HeliosDB provides multiple compression strategies optimized for different data patterns.

Gorilla Compression

Facebook’s Gorilla algorithm is the default for time-series data:

use heliosdb_storage::timeseries::compression::{
    GorillaCompressor, CompressionConfig,
};

let config = CompressionConfig {
    compress_timestamps: true,    // Delta-of-delta encoding
    compress_values: true,        // XOR + bit-packing
    block_size: 1024,             // Points per block
    min_ratio: 1.5,               // Minimum compression ratio
};

let compressor = GorillaCompressor::new(config);

Algorithm Details

Timestamp Compression (Delta-of-Delta):

• First timestamp: stored in full (64 bits)
• Second timestamp: delta from first (variable bits)
• Subsequent timestamps: delta-of-delta (1-32 bits)

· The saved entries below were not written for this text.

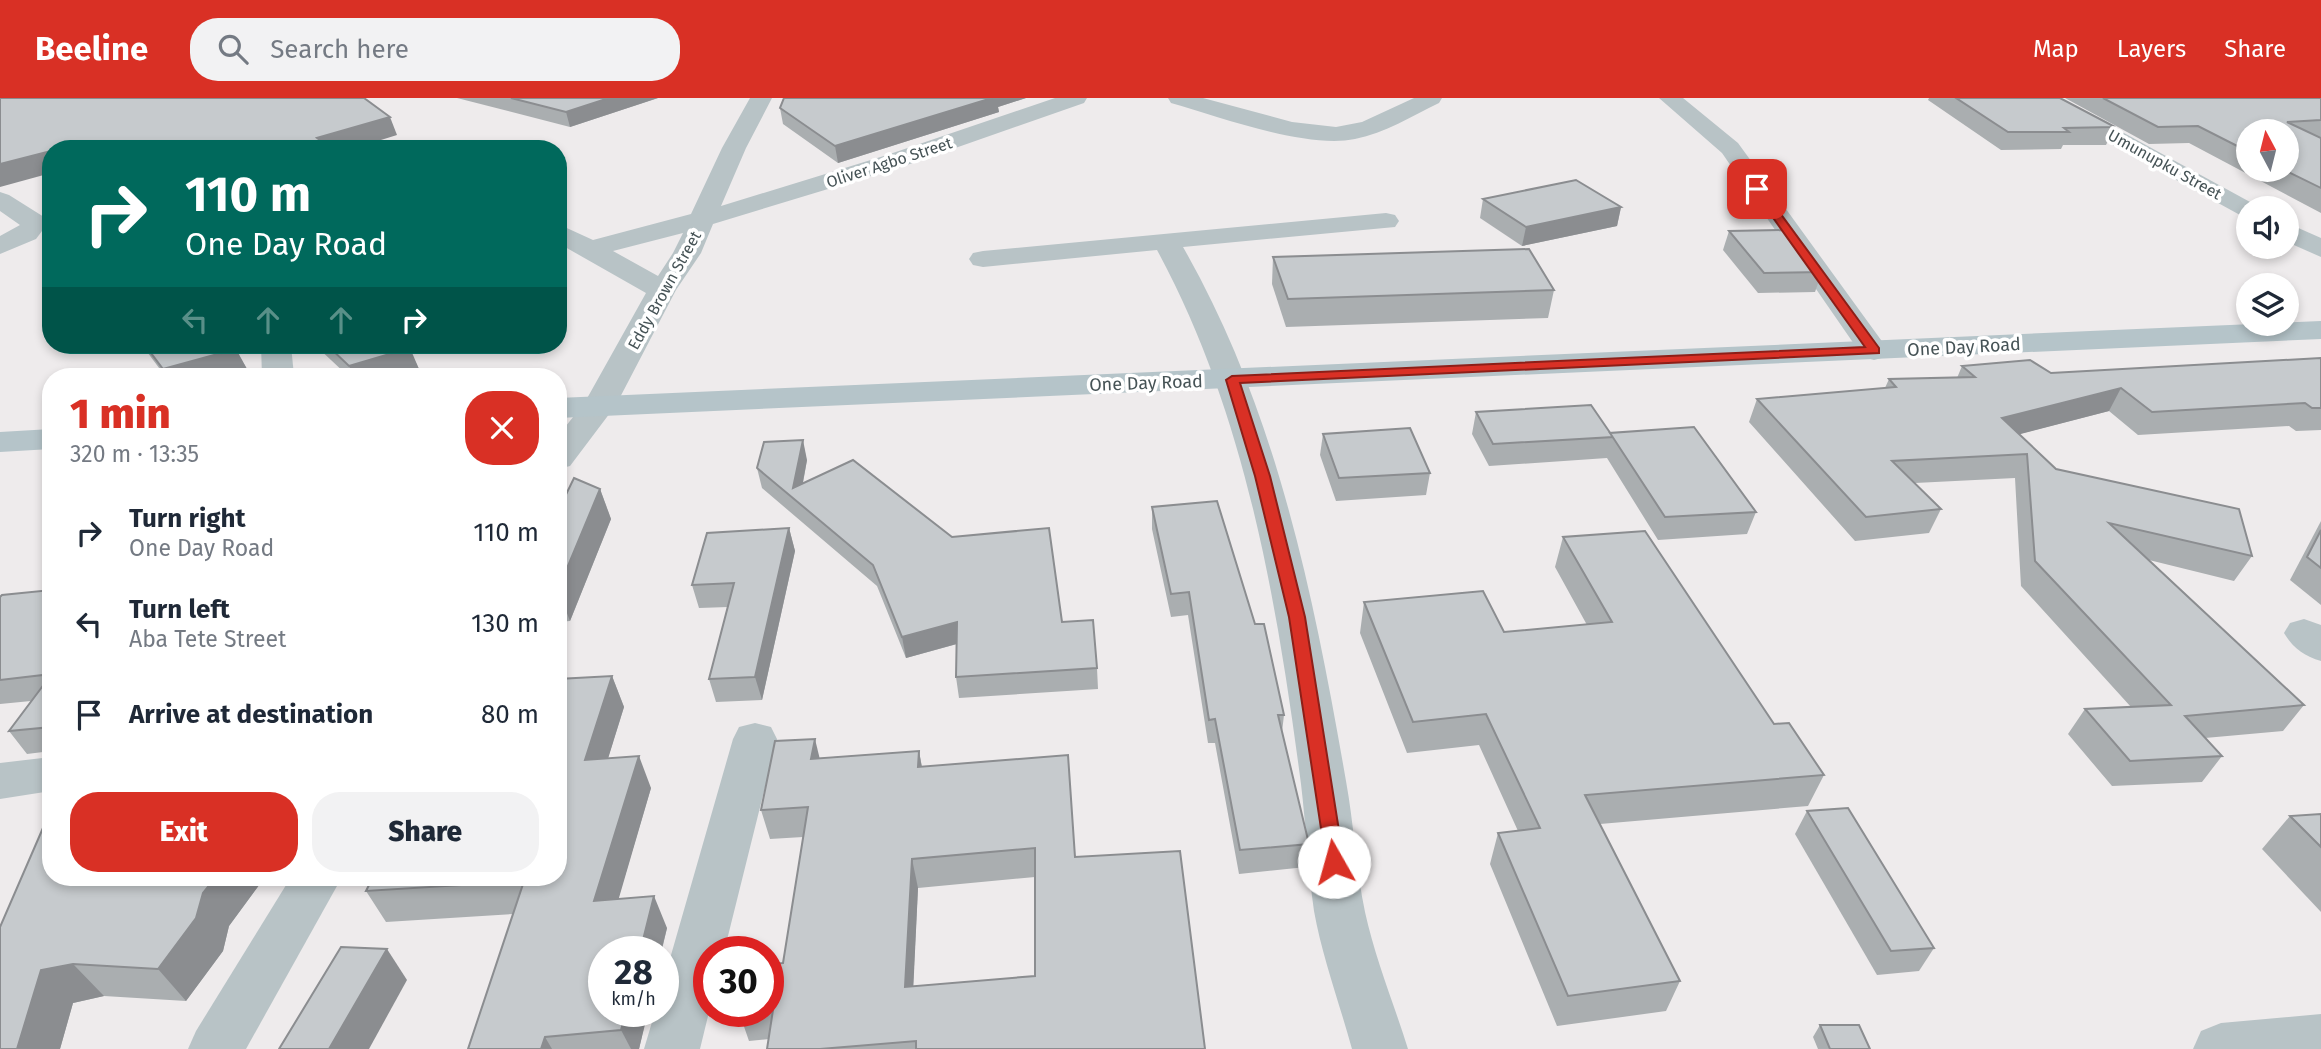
<!DOCTYPE html>
<html lang="en">
<head>
<meta charset="utf-8">
<style>
  :root { --surface:#fff; --page:#f2f2f3; --text:#1f2937; --muted:#747a83; --accent:#d93025 }
  body { margin:0; font-family:"Fira Sans",sans-serif; background:var(--page); color:var(--text); height:100vh; display:flex; flex-direction:column; font-size:26px; white-space:nowrap }
  * { box-sizing:border-box; margin:0 }
  p { font-size:23px; color:var(--muted) }
  .icon { flex:none; width:38px; height:38px; fill:none; stroke:currentColor; stroke-width:2; stroke-linecap:round; stroke-linejoin:round }
  .map { position:relative; flex:1; overflow:hidden }
  .sheet { position:absolute; left:42px; top:270px; width:525px; height:518px; display:flex; flex-direction:column; background:var(--surface); border-radius:28px; box-shadow:0 4px 10px #0003 }
  .sheet>* { flex:none }
  .top-card { position:absolute; left:42px; top:42px; width:525px; height:214px; border-radius:28px; box-shadow:0 4px 10px #0003; background:#00695c; color:#fff; overflow:hidden }
  .needle { width:46px; rotate:353deg }
  .fabs { position:absolute; left:2236px; top:21px; display:grid; gap:14px }
  .fabs a { display:grid; place-items:center; width:63px; height:63px; border-radius:50%; background:var(--surface); box-shadow:0 4px 10px #0003; font-size:35px }
  .speed { position:absolute; left:588px; top:838px; display:flex; gap:14px; font-size:35px; font-weight:700; text-align:center }
  .speed>* { display:grid; place-content:center; width:91px; height:91px; border-radius:50%; background:var(--surface); box-shadow:0 4px 10px #0003; line-height:1 }
  .speed small { font-size:18px; font-weight:400 }
  .speed .limit { border:10px solid #d22; background:#fff; color:#111 }
  .pin { position:absolute; display:grid; place-items:center; width:60px; height:60px; color:#fff; margin:-30px; border-radius:14px; box-shadow:0 4px 10px #0006 }
  .me { position:absolute; width:77px; margin:-38px; rotate:353deg; stroke-linejoin:round; filter:drop-shadow(0 0 5px #0008) }
  .turn { display:flex; align-items:center; gap:24px; height:147px; padding:0 28px; font-size:32px }
  .turn .icon { width:91px; height:91px; stroke-width:2.5 }
  .turn b { display:block; font-size:49px; line-height:60px }
  .lanes { display:flex; align-items:center; height:66px; padding:0 28px; background:#0003; justify-content:center; gap:35px; direction:ltr }
  .lanes .off { opacity:.35 }
  .round { display:grid; place-items:center; flex:none; width:74px; height:74px; border-radius:28px; background:var(--page) }
  .headline { display:flex; align-items:center; justify-content:space-between; height:119px; padding:0 28px }
  h1 { font-size:42px; font-weight:800; line-height:52px; color:var(--accent) }
  .primary-button { display:flex; gap:14px; margin-top:auto; padding:14px 28px }
  .primary-button a { flex:1; height:80px; border-radius:28px; background:var(--accent); color:#fff; font-size:28px; font-weight:800; line-height:80px; text-align:center }
  .primary-button a+a { background:var(--page); color:var(--text) }
  ul { padding:0; list-style:none }
  li { display:flex; align-items:center; gap:21px; height:91px; padding:0 28px }
  li div { flex:1 }
  li b { display:block; font-size:26px }
  li em { font-style:normal }
  header { display:flex; align-items:center; gap:42px; box-sizing:border-box; height:98px; padding:0 35px; background:var(--accent); color:#fff }
  header strong { font-size:33px }
  nav { display:flex; gap:38px; margin-inline-start:auto; font-size:24px }
  .search { width:490px; height:63px; background:var(--page); display:flex; align-items:center; gap:18px; box-sizing:border-box; padding:0 24px; border-radius:28px; color:var(--muted); font-size:26px }
  .map>svg:first-child { display:block }
  .lines { fill:none; stroke-linecap:round; stroke-linejoin:round }
  .street { fill:#b8c3c6; fill-rule:evenodd }
  .secondary { fill:#b5c4c9; fill-rule:evenodd }
  .wall { fill:#aaaeb0; fill-rule:evenodd }
  .shaded-wall { fill:#8b8d90 }
  .building { fill:#c6cacd; stroke:#8b8d90; stroke-width:2; fill-rule:evenodd }
  .route { fill:#d93025; stroke:#8d1f18; stroke-width:2 }
  .labels { text-anchor:middle; stroke-width:7; stroke-linejoin:round; paint-order:stroke }
  .far-street-label { font-size:16px; fill:#465356; stroke:#fff }
  .street-label { font-size:18px; fill:#465356; stroke:#fff }
</style>
</head>
<body>
<header>
<strong>Beeline</strong>
<div class="search"><svg class="icon" aria-label="search" viewBox="0 0 24 24"><circle cx="10" cy="10" r="6"/><path d="M15 15l6 6"/></svg>Search here</div>
<nav><a>Map</a><a>Layers</a><a>Share</a></nav>
</header>
<div class="map">
<svg width="2321" height="951" viewBox="0 0 2321 951">
  <rect width="100%" height="100%" fill="#eeebec"/>
  <g class="lines">
    <g class="street">
      <path d="M750,0H772L746,50L721,108L887,57L1055,0H1087L1084,5L904,68L713,126L701,155L676,192L616,307L570,368L558,371V338L585,304L646,195L558,145V126L593,142L691,116L722,50ZM683,135L673,155L658,178L613,153Z"/>
      <path d="M1168,0H1203L1292,24L1336,29L1362,24L1414,0H1442L1439,5C1412,18 1385,35 1355,41C1306,51 1220,19 1171,5Z"/>
      <polygon points="1659,0 1683,0 1738,45 1889,253 1885,259 1874,262 1863,259 1722,55"/>
      <polygon points="2033,0 2060,0 2261,110 2249,110 2249,120 2240,117 2036,5"/>
      <polygon points="0,94 9,97 44,119 48,125 36,141 0,156 0,138 20,127 0,113"/>
      <path d="M1386,115L1395,117L1399,123L1395,129L1183,149C1277,313 1314,499 1346,683C1354,727 1356,771 1365,814C1375,860 1394,906 1408,951H1352C1340,907 1322,858 1314,813C1308,771 1306,728 1301,686C1277,504 1246,316 1157,152L983,169L973,167L969,161L973,155L983,153Z"/>
      <polygon points="2287,125 2321,140 2321,159 2287,144"/>
      <polygon points="261,247 291,247 294,278 262,278"/>
      <path d="M2304,521L2321,527V563C2304,558 2293,550 2284,535L2290,525Z"/>
      <polygon points="755,625 771,629 777,641 724,854 709,854 709,914 700,951 644,951 655,914 663,914 663,885 733,641 739,629"/>
      <polygon points="51,659 51,693 0,701 0,665"/>
      <polygon points="291,779 342,779 246,951 188,951 196,933"/>
      <polygon points="2321,916 2321,951 2193,951 2201,933 2221,925"/>
    </g>
    <g class="secondary">
      <polygon points="2321,223 2321,241 558,320 558,300"/>
      <polygon points="51,331 51,351 0,354 0,334"/>
    </g>
  </g>
  <g class="wall">
    <polygon points="457,0 658,0 570,29"/>
    <polygon points="784,0 1026,0 998,9 999,14 838,65 783,26 780,10"/>
    <polygon points="1929,0 2060,0 2115,29 2106,47 2063,47 2061,51 2001,52 1928,2"/>
    <path d="M2065,0H2321V39H2319L2321,40V115L2189,45L2149,46ZM2249,33L2287,72H2249Z"/>
    <polygon points="1483,101 1621,109 1617,128 1522,148 1480,120"/>
    <polygon points="1729,133 1822,174 1815,194 1758,195 1723,152"/>
    <polygon points="1273,159 1554,192 1548,220 1286,229 1272,186"/>
    <polygon points="142,247 233,247 247,271 223,278 165,278"/>
    <polygon points="315,247 407,247 419,271 395,278 348,278"/>
    <polygon points="2321,260 2321,332 2296,333 2289,328 2138,337 2109,313 2019,336 2056,371 2252,458 2234,483 2149,462 2304,607 2283,633 2205,640 2222,658 2202,684 2112,688 2068,636 2085,611 2131,609 2021,488 2015,380 1915,385 1941,411 1929,435 1855,443 1749,324 1757,301 1885,290 1889,281 1957,280 1962,268 2051,275"/>
    <polygon points="1476,314 1610,335 1756,414 1747,436 1658,442 1607,360 1489,368 1472,336"/>
    <polygon points="1323,336 1430,375 1426,397 1336,403 1320,357"/>
    <polygon points="807,362 803,385 1062,524 1097,570 1098,591 959,600 956,579 957,546 906,560 877,488 762,390 757,370"/>
    <polygon points="600,391 611,421 570,523 558,524 558,413"/>
    <polygon points="1152,409 1255,526 1284,617 1282,634 1309,746 1306,769 1239,776 1215,645 1208,645 1188,517 1171,519 1152,431"/>
    <polygon points="2321,423 2321,507 2290,482"/>
    <polygon points="789,430 795,453 762,602 716,604 709,581 728,509 699,510 692,487"/>
    <polygon points="1563,439 1774,626 1824,677 1808,708 1600,726 1680,883 1666,913 1557,928 1490,766 1498,735 1518,733 1479,647 1407,655 1360,535 1364,504 1504,534 1587,527 1555,469"/>
    <polygon points="51,492 51,653 27,656 9,633 31,603 0,606 0,499"/>
    <polygon points="612,578 624,609 608,660 651,690 618,801 667,830 639,951 468,951 513,816 386,824 366,793"/>
    <path d="M919,653L922,669L1075,759L1205,951H767L769,941L749,943L739,914H768V866L783,865L803,739L770,741L761,712L819,660ZM1035,779V878L913,888L918,790Z"/>
    <polygon points="1807,713 1934,850 1919,873 1877,877 1795,736"/>
    <polygon points="2321,716 2321,814 2262,751 2290,718"/>
    <polygon points="51,779 265,779 229,828 223,853 186,903 104,898 73,905 60,951 0,951"/>
    <polygon points="1820,927 1870,951 1818,951 1813,939"/>
  </g>
  <g class="shaded-wall">
    <polygon points="609,0 658,0 570,29 566,14"/>
    <polygon points="990,0 1026,0 998,9 999,14 838,65 835,48"/>
    <polygon points="390,19 397,37 352,51 303,51 317,40"/>
    <polygon points="86,44 90,51 59,51"/>
    <polygon points="51,53 51,75 0,89 0,66"/>
    <polygon points="1621,109 1617,128 1522,148 1526,129"/>
    <polygon points="410,250 419,271 395,278 354,278 349,268"/>
    <polygon points="236,251 247,271 223,278 168,278 163,271"/>
    <polygon points="2121,290 2109,313 1990,344 2002,320"/>
    <polygon points="803,342 807,362 799,405 793,390"/>
    <polygon points="600,391 611,421 570,523 558,492"/>
    <polygon points="789,430 795,453 762,602 755,579"/>
    <polygon points="957,524 960,545 906,560 902,539"/>
    <polygon points="612,578 624,609 598,693 585,662"/>
    <polygon points="815,641 822,670 811,661"/>
    <polygon points="919,653 924,682 918,669"/>
    <polygon points="639,658 651,690 609,834 594,803"/>
    <polygon points="912,761 918,790 912,917 905,889"/>
    <polygon points="216,779 265,779 229,828 223,853 186,903 158,871 203,795"/>
    <polygon points="654,798 667,830 661,854 640,854"/>
    <polygon points="387,851 407,882 369,951 329,951"/>
    <polygon points="73,866 104,898 73,905 60,951 17,951 41,872"/>
    <polygon points="626,914 648,914 639,951 631,951 621,932"/>
    <polygon points="545,939 552,951 541,951"/>
  </g>
  <g class="building">
    <polygon points="0,0 364,0 390,19 317,40 324,45 303,51 89,51 86,44 59,51 51,51 51,53 0,66"/>
    <polygon points="511,0 609,0 566,14"/>
    <polygon points="784,0 992,0 835,48 780,10"/>
    <polygon points="1956,0 2060,0 2115,29 2064,30 2069,34 2008,34"/>
    <polygon points="2103,0 2321,0 2321,22 2287,24 2321,40 2321,90 2284,72 2287,72 2287,33 2249,33 2249,54 2198,28 2158,29"/>
    <polygon points="1576,82 1621,109 1526,129 1483,101"/>
    <polygon points="1786,132 1822,174 1764,175 1729,133"/>
    <polygon points="1529,151 1554,192 1288,201 1273,159"/>
    <polygon points="145,247 233,247 236,251 163,271"/>
    <polygon points="327,247 407,247 410,250 349,268"/>
    <polygon points="2321,260 2321,310 2312,310 2305,305 2152,314 2121,290 2002,320 2056,371 2239,411 2252,458 2109,425 2304,607 2185,618 2222,658 2130,663 2085,611 2171,607 2035,463 2027,356 1892,363 1941,411 1866,419 1757,301 1896,289 1889,281 1975,279 1962,268 2030,262 2051,275"/>
    <polygon points="1591,307 1613,339 1493,346 1476,314"/>
    <polygon points="1694,329 1756,414 1665,419 1610,335"/>
    <polygon points="1410,330 1430,375 1339,380 1323,336"/>
    <polygon points="803,342 793,390 853,362 952,439 1049,430 1062,524 1093,522 1097,570 956,579 957,524 902,539 873,467 757,370 764,344"/>
    <polygon points="574,380 600,391 558,492 558,413"/>
    <polygon points="1217,403 1255,526 1264,526 1284,617 1278,617 1309,746 1240,752 1215,621 1209,622 1189,494 1171,496 1152,409"/>
    <polygon points="789,430 755,579 709,581 734,485 692,487 707,435"/>
    <polygon points="2321,432 2321,470 2307,459"/>
    <polygon points="1645,433 1774,626 1789,625 1824,677 1585,697 1680,883 1568,898 1498,735 1540,730 1486,616 1413,624 1364,504 1483,493 1504,534 1612,524 1563,439"/>
    <polygon points="51,492 51,576 0,582 0,499 2,497"/>
    <polygon points="51,577 51,629 9,633"/>
    <polygon points="612,578 585,662 639,658 594,803 654,798 640,854 604,854 604,914 626,914 621,932 545,939 541,951 468,951 524,783 366,793 373,779 558,779 558,581"/>
    <path d="M815,641L811,661L919,653L918,669L1068,657L1075,759L1180,753L1205,951H916V943L820,951H767L773,912H768V866L783,865L808,709L761,712L775,643ZM1035,750V878L905,889L912,761Z"/>
    <polygon points="1848,710 1934,850 1891,853 1807,713"/>
    <polygon points="2321,716 2321,749 2290,718"/>
    <polygon points="51,722 51,779 216,779 203,795 196,820 158,871 73,866 41,872 17,951 0,951 0,829 46,723"/>
    <polygon points="341,849 387,851 329,951 279,951"/>
    <polygon points="1820,927 1859,927 1870,951 1830,951"/>
  </g>
  <polygon class="route" points="1754,89 1761,89 1879,250 1879,255 1240,285 1270,378 1305,519 1344,764 1341,770 1334,772 1327,770 1289,519 1255,378 1226,282 1232,278 1865,249 1754,93"/>
  <g class="labels">
    <g class="far-street-label">
      <text transform="translate(889 64) rotate(-18)" y="6">Oliver Agbo Street</text>
      <text transform="translate(2165 66) rotate(29)" y="6">Umunupku Street</text>
      <text transform="translate(664 192) rotate(-61)" y="6">Eddy Brown Street</text>
    </g>
    <g class="street-label">
      <text transform="translate(1964 249) rotate(-3)" y="6">One Day Road</text>
      <text transform="translate(1146 285) rotate(-2)" y="6">One Day Road</text>
    </g>
  </g>
</svg>
<div class="fabs">
<a><svg class="needle" viewBox="-14 -14 28 28"><path d="M0-13l5 13h-10z" fill="#e53935"/><path d="M0 13l5-13h-10z" fill="#747a83"/></svg></a>
<a><svg class="icon" aria-label="sound" viewBox="0 0 24 24"><path d="M4 9h4l5-4v14l-5-4H4zM17 9q2 3 0 6"/></svg></a>
<a><svg class="icon" aria-label="layers" viewBox="0 0 24 24"><path d="M12 4l9 5-9 5-9-5zM3 14l9 5 9-5"/></svg></a>
</div>
<div class="speed"><div>28<small>km/h</small></div><div class="limit">30</div></div>
<div class="pin" style="left:1757px;top:91px;background:#d93025"><svg class="icon" aria-label="arrive" viewBox="0 0 24 24"><path d="M6 21V4h12l-3 4 3 4H6"/></svg></div>
<svg class="me" style="left:1334px;top:764px" viewBox="-20 -20 40 40"><circle r="19" fill="#fff"/><path d="M0-13L10 11 0 6-10 11z" fill="#d93025"/></svg>
<div class="top-card">
<div class="turn"><svg class="icon" aria-label="right" viewBox="0 0 24 24"><path d="M7 20v-9h11M14 6l5 5-5 5"/></svg><div><b>110 m</b>One Day Road</div></div>
<div class="lanes"><svg class="icon off" aria-label="left" viewBox="0 0 24 24"><path d="M17 20v-9H6M10 6l-5 5 5 5"/></svg><svg class="icon off" aria-label="ahead" viewBox="0 0 24 24"><path d="M12 20V5M6 11l6-6 6 6"/></svg><svg class="icon off" aria-label="ahead" viewBox="0 0 24 24"><path d="M12 20V5M6 11l6-6 6 6"/></svg><svg class="icon" aria-label="right" viewBox="0 0 24 24"><path d="M7 20v-9h11M14 6l5 5-5 5"/></svg></div>
</div>
<section class="sheet">
<div class="headline"><div><h1>1 min</h1><p>320 m · 13:35</p></div><a class="round" style="background:#d93025;color:#fff"><svg class="icon" aria-label="close" viewBox="0 0 24 24"><path d="M6 6l12 12M18 6L6 18"/></svg></a></div>
<ul>
<li><svg class="icon" aria-label="right" viewBox="0 0 24 24"><path d="M7 20v-9h11M14 6l5 5-5 5"/></svg><div><b>Turn right</b><p>One Day Road</p></div><em>110 m</em></li>
<li><svg class="icon" aria-label="left" viewBox="0 0 24 24"><path d="M17 20v-9H6M10 6l-5 5 5 5"/></svg><div><b>Turn left</b><p>Aba Tete Street</p></div><em>130 m</em></li>
<li><svg class="icon" aria-label="arrive" viewBox="0 0 24 24"><path d="M6 21V4h12l-3 4 3 4H6"/></svg><div><b>Arrive at destination</b></div><em>80 m</em></li>
</ul>
<div class="primary-button"><a>Exit</a><a>Share</a></div>
</section>
</div>
</body>
</html>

Timestamp sequence: [1000, 1060, 1120, 1180, 1240]
Delta sequence:     [     60,   60,   60,   60]
Delta-of-delta:     [         0,    0,    0]

Value Compression (XOR + Bit-packing):

• XOR with previous value
• Leading/trailing zero compression
• Typical 4-8 bits per value for slowly changing data

Batch Compression

For high-throughput scenarios:

use heliosdb_storage::timeseries::compression::{
    BatchCompressor, BatchCompressionConfig,
};

let config = BatchCompressionConfig {
    block_size: 4096,           // Larger blocks for better ratio
    compress_timestamps: true,
    compress_values: true,
    compress_metrics: true,      // Dictionary compression for metric names
    enable_delta_encoding: true,
    target_ratio: 10.0,          // Target 10x compression
};

let compressor = BatchCompressor::with_config(config);

// Compress a batch of points
let compressed = compressor.compress_batch(&points)?;

// Decompress
let decompressed = compressor.decompress_batch(&compressed)?;

Dictionary Compression

For repeated strings (metric names, tags):

use heliosdb_storage::timeseries::compression::DictionaryCompressor;

let mut dict = DictionaryCompressor::new();

// Encode metrics to compact IDs
let id1 = dict.encode("server.cpu_percent")?;  // Returns 0
let id2 = dict.encode("server.memory_used")?;  // Returns 1
let id3 = dict.encode("server.cpu_percent")?;  // Returns 0 (reused)

// Decode back
let metric = dict.decode(0)?;  // "server.cpu_percent"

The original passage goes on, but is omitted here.